___ Data for review ___
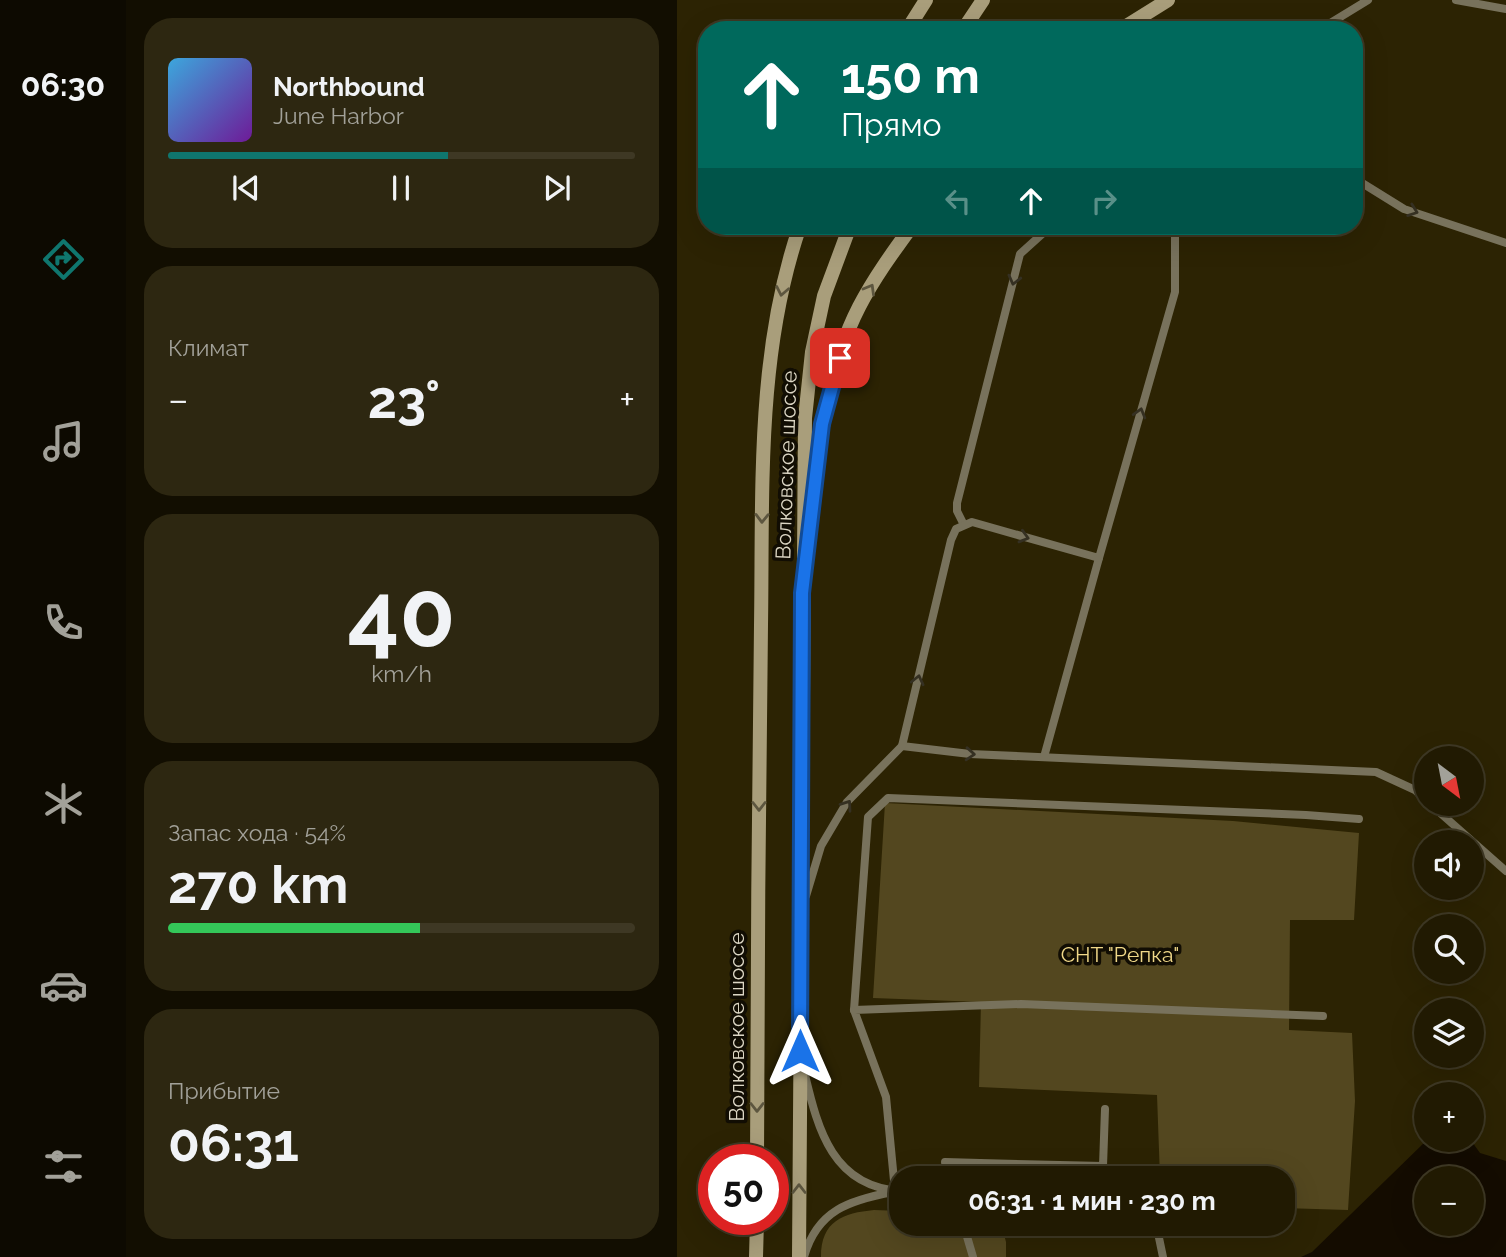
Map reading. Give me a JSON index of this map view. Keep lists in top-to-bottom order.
{
  "streets": {
    "main road": ["Волковское шоссе"]
  },
  "parks": ["СНТ \"Репка\""],
  "north": "bottom right",
  "page": {
    "tabs": "06:30",
    "turn": ["150 m", "Прямо"],
    "song": ["Northbound", "June Harbor"],
    "tile": [
      "Климат",
      ["40", "km/h"],
      ["Запас хода · 54%", "270 km"],
      ["Прибытие", "06:31"]
    ],
    "heat": ["−", "23°", "+"],
    "map_buttons": ["+", "−"],
    "limit": "50",
    "trip": "06:31 · 1 мин · 230 m"
  }
}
___
- Problem statement -
An exact copy of all the data above is required; omit any pictures.

- Task answer -
Map reading. Give me a JSON index of this map view. Keep lists in top-to-bottom order.
{
  "streets": {
    "main road": ["Волковское шоссе"]
  },
  "parks": ["СНТ \"Репка\""],
  "north": "bottom right",
  "page": {
    "tabs": "06:30",
    "turn": ["150 m", "Прямо"],
    "song": ["Northbound", "June Harbor"],
    "tile": [
      "Климат",
      ["40", "km/h"],
      ["Запас хода · 54%", "270 km"],
      ["Прибытие", "06:31"]
    ],
    "heat": ["−", "23°", "+"],
    "map_buttons": ["+", "−"],
    "limit": "50",
    "trip": "06:31 · 1 мин · 230 m"
  }
}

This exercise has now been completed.